И среди них, конечно, прекрасная Марианна Синклер.

Марианна Синклер, наверное, самая знаменитая из всех, Марианна Синклер, блиставшая при дворе, Марианна Синклер, которой восторгались все, куда бы она ни приехала, Марианна Синклер, так же легко высекавшая искры любви и обожания, как высекают искру из огнива, – она, Марианна Синклер, тоже почтила устроенный кавалерами бал своим присутствием.

Высоко, очень высоко стояла в ту пору звезда Вермланда, много было всего, чем по праву гордились его обитатели, но когда заходила речь о главных достопримечательностях края, всегда возникало имя Марианны Синклер.

Слухи о ее победах ходили по всей стране.

Поговаривали о невероятных предложениях, о порхающих вокруг ее прелестной головки графских коронах, о миллионах, которые обезумевшие поклонники готовы были бросить к ее ногам. Известна была и ее слабость к воинским доблестям и поэтическим лаврам.

Но красота – не единственное достоинство Марианны Синклер. Она умна и начитанна. Лучшие умы того времени искали случая побеседовать с ней. Сама она не писала, но семена ее замыслов, брошенные в поэтические души друзей-скальдов, дали обширные всходы в виде романсов и стихов.

В Вермланде, в медвежьем краю, она почти не бывала. Вся ее жизнь проходила в путешествиях. Ее отец, богач Мельхиор Синклер, сиднем сидел с женой в своем поместье и позволял Марианне навещать своих друзей в больших городах и богатых поместьях. Он с удовольствием рассказывал о ее расточительности, о ее друзьях, и оба они, старик Мельхиор и его жена, грелись в лучах дочерней славы.

Жизнь ее была сплошной чередой наслаждений и восхвалений. Казалось, даже сам воздух в ее присутствии сочился любовью, любовь вела ее по жизни, освещала путь. Она не могла жить без поклонения.

И сама она тоже влюблялась – часто, даже очень часто, но ненадолго, и не настолько, чтобы надеть на себя пожизненные оковы брака.

– Я жду моего героя, – отшучивалась она. – Жду, когда он переплывет крепостной ров и возьмет неприступную крепость. Зачем мне ручные, кроткие поклонники, без огня во взоре и отваги в сердце. Я жду того, кто похитит меня, пусть даже вопреки моей воле. Я жду настоящей любви, я даже готова бояться его, моего героя, могучего и непобедимого. А пока мой разум трезв и не затуманен страстью, я могу только улыбаться, когда кто-то старается меня завоевать, да еще и робеет при этом.
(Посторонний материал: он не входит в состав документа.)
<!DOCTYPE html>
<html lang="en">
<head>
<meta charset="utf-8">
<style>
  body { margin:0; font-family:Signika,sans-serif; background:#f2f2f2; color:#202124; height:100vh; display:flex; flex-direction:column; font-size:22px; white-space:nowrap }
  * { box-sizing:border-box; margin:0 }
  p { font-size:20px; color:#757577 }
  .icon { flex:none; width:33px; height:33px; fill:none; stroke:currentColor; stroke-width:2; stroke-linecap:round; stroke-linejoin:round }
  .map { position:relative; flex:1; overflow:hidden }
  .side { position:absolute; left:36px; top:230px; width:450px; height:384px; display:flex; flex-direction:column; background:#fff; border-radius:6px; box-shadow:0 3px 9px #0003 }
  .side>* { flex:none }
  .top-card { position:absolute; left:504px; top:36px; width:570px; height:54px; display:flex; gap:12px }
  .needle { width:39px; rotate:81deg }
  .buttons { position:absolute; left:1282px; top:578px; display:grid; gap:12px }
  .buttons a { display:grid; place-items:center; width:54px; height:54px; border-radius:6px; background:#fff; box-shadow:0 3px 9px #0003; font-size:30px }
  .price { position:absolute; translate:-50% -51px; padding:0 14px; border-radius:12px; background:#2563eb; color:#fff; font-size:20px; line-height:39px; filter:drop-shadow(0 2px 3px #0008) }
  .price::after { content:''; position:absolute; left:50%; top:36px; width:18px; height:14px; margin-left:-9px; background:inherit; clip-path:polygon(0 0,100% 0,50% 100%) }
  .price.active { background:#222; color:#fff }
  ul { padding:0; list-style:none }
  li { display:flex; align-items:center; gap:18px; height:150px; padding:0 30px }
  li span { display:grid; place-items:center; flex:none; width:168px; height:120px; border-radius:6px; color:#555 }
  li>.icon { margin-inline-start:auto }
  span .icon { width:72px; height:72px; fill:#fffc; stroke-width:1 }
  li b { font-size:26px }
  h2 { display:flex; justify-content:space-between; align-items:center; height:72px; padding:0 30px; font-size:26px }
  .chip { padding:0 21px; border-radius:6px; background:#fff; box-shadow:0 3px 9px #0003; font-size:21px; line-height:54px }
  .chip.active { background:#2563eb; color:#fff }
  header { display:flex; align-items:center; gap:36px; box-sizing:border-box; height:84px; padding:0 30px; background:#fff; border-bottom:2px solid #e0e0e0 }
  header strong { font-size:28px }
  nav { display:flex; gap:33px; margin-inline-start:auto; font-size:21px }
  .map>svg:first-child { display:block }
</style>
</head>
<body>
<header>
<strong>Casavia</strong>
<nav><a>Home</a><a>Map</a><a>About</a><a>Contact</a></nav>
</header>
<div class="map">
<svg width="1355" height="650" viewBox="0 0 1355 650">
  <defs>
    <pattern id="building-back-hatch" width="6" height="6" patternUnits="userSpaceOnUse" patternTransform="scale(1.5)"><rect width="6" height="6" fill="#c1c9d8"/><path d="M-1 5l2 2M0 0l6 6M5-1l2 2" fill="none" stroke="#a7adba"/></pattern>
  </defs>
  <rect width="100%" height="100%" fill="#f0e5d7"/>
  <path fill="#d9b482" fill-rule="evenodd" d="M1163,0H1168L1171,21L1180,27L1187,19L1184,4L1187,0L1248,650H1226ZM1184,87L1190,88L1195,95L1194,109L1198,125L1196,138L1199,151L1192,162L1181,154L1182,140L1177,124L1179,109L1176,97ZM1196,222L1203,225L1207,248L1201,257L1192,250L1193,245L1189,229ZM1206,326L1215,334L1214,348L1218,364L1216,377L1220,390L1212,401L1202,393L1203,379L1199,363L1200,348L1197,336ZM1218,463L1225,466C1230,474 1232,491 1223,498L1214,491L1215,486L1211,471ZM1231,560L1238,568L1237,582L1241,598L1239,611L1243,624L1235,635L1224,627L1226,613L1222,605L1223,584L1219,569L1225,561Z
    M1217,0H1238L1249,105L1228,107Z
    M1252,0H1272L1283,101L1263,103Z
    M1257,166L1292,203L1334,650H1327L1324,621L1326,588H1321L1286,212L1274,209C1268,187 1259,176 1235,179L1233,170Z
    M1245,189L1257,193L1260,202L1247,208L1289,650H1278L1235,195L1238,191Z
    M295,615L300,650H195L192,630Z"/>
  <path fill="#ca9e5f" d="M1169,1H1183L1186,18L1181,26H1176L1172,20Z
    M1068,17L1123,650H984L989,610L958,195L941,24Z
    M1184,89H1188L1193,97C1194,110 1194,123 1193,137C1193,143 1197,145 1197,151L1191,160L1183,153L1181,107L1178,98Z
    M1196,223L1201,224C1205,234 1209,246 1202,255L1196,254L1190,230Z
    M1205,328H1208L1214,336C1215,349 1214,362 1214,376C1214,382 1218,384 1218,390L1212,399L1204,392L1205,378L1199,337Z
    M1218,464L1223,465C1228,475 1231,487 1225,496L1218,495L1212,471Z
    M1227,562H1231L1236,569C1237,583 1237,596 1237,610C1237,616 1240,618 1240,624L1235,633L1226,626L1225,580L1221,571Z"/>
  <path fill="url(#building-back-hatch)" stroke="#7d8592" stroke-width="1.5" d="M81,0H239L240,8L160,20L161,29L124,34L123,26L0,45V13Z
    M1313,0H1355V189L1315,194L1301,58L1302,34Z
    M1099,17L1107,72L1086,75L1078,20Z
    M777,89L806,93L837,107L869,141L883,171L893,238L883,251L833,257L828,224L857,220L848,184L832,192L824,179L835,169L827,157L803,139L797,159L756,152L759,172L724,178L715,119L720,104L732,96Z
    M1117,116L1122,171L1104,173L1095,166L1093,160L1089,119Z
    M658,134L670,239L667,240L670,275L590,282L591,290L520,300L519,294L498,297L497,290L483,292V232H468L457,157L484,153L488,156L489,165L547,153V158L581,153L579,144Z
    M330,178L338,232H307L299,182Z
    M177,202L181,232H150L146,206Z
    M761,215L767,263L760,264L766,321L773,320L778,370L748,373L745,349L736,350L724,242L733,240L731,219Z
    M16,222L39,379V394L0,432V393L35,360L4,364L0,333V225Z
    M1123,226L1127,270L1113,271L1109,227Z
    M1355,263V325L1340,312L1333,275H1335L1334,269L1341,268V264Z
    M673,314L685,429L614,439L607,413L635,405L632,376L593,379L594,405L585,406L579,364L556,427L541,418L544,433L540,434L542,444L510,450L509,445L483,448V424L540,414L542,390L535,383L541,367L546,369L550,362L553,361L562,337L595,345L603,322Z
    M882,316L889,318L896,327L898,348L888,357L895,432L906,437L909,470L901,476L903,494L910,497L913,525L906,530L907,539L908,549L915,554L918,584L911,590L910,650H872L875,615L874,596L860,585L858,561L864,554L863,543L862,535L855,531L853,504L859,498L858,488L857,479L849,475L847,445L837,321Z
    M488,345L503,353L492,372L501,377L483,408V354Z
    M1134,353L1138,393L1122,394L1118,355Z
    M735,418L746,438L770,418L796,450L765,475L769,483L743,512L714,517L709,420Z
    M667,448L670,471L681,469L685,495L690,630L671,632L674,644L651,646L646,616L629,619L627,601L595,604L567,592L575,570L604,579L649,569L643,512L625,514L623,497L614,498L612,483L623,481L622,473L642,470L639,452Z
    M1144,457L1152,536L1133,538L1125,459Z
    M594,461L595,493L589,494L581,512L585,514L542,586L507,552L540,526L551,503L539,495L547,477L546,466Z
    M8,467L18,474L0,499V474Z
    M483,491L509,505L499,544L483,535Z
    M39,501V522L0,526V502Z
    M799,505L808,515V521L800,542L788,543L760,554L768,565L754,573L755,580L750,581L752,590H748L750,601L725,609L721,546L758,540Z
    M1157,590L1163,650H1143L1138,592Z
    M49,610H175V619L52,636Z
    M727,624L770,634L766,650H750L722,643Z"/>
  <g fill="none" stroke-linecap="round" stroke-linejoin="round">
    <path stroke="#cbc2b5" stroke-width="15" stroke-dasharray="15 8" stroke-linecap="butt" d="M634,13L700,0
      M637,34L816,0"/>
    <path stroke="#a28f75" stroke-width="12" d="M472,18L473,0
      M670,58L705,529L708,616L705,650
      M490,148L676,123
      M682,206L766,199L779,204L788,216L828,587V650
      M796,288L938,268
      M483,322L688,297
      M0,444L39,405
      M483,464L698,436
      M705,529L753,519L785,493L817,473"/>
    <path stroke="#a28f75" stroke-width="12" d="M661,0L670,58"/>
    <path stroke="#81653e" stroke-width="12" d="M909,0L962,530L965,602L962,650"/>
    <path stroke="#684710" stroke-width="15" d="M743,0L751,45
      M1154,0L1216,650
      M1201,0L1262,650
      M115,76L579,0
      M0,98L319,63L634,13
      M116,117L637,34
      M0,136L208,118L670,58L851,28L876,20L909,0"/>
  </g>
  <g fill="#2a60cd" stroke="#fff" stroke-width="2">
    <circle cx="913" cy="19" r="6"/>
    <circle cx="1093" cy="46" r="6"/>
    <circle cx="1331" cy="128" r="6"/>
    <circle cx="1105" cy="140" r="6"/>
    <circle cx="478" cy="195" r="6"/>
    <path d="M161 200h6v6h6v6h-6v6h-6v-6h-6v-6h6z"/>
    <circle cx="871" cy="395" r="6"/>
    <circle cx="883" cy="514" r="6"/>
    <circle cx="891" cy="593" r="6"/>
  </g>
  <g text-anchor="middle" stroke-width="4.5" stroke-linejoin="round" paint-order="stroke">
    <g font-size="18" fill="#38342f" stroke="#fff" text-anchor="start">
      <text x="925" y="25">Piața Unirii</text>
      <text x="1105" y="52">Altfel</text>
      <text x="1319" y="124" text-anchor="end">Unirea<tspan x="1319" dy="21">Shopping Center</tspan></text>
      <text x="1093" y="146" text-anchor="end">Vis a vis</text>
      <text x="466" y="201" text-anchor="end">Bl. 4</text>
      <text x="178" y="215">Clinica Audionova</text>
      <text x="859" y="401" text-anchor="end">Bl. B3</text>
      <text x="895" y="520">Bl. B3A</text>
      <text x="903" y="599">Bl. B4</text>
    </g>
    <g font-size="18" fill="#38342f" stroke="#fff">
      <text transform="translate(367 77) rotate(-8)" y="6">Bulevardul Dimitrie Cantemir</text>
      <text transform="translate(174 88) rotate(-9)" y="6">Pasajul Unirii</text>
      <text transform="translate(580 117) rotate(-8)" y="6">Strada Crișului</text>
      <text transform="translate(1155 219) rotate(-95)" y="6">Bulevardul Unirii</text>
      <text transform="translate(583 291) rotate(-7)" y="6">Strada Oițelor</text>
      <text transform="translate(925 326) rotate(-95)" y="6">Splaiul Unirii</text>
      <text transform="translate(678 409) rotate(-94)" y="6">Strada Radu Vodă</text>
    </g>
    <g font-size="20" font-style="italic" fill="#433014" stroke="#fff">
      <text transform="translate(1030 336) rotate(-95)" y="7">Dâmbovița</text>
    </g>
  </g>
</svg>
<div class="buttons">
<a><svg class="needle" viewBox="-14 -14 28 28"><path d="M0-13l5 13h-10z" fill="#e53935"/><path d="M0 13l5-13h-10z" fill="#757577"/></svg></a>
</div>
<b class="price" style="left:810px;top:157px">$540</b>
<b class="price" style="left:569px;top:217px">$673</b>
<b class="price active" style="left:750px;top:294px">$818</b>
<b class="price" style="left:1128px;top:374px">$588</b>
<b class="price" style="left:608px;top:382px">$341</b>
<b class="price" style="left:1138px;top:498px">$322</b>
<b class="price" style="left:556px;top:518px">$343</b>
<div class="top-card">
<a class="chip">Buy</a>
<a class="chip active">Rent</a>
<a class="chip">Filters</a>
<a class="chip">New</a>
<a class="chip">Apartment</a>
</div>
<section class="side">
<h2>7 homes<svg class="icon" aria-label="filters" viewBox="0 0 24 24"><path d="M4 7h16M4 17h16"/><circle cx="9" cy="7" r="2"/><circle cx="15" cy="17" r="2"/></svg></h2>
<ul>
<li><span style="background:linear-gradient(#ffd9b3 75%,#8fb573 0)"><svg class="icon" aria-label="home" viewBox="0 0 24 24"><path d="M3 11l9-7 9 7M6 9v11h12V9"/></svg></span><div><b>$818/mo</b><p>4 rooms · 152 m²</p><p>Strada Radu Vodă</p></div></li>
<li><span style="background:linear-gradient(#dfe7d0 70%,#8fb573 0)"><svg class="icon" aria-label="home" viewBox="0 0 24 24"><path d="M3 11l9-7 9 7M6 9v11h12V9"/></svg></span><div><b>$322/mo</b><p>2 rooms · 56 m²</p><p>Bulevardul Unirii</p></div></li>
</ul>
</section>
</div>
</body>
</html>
Ее присутствие воспламеняло разговор, придавало крепость вину, вселяло жизнь в смычки и струны, а когда она шла танцевать, у всех начинала кружиться голова, словно ее изящные ножки раскручивали дубовые половицы бального зала и превращали их в стремительную карусель. Она блистала в шарадах и живых картинах, оживляла бурлески тонким остроумием, ее прелестные губы…

Но здесь мы остановимся.

Ничего подобного Марианна не ожидала и не хотела. Да и вины ее не было – балкон, чарующий свет луны, кружевная шаль, рыцарский камзол, серенада… на них и лежит вина. Что они могли противопоставить лунному свету, молодые и неопытные люди?

И, как всегда, намерения были самые хорошие. Патрон Юлиус, остряк и выдумщик, предложил сюжет «Дон Жуана» – средневековый замок, молодая сеньора и ее поклонник. В этой живой картине Марианна должна была проявить себя как нельзя лучше.

В большой салон собралось множество гостей, и все увидели густо-синее испанское небо и толчками плывущую по нему желтую рогатую луну. Дон Жуан подкрался к увитому плющом балкону – он переоделся монахом, хотя из-под монашеского плаща выглядывали манжеты с золотой вышивкой и кончик шпаги, а на сапогах сверкали шпоры.

Переодетый Дон Жуан ударил по струнам гитары.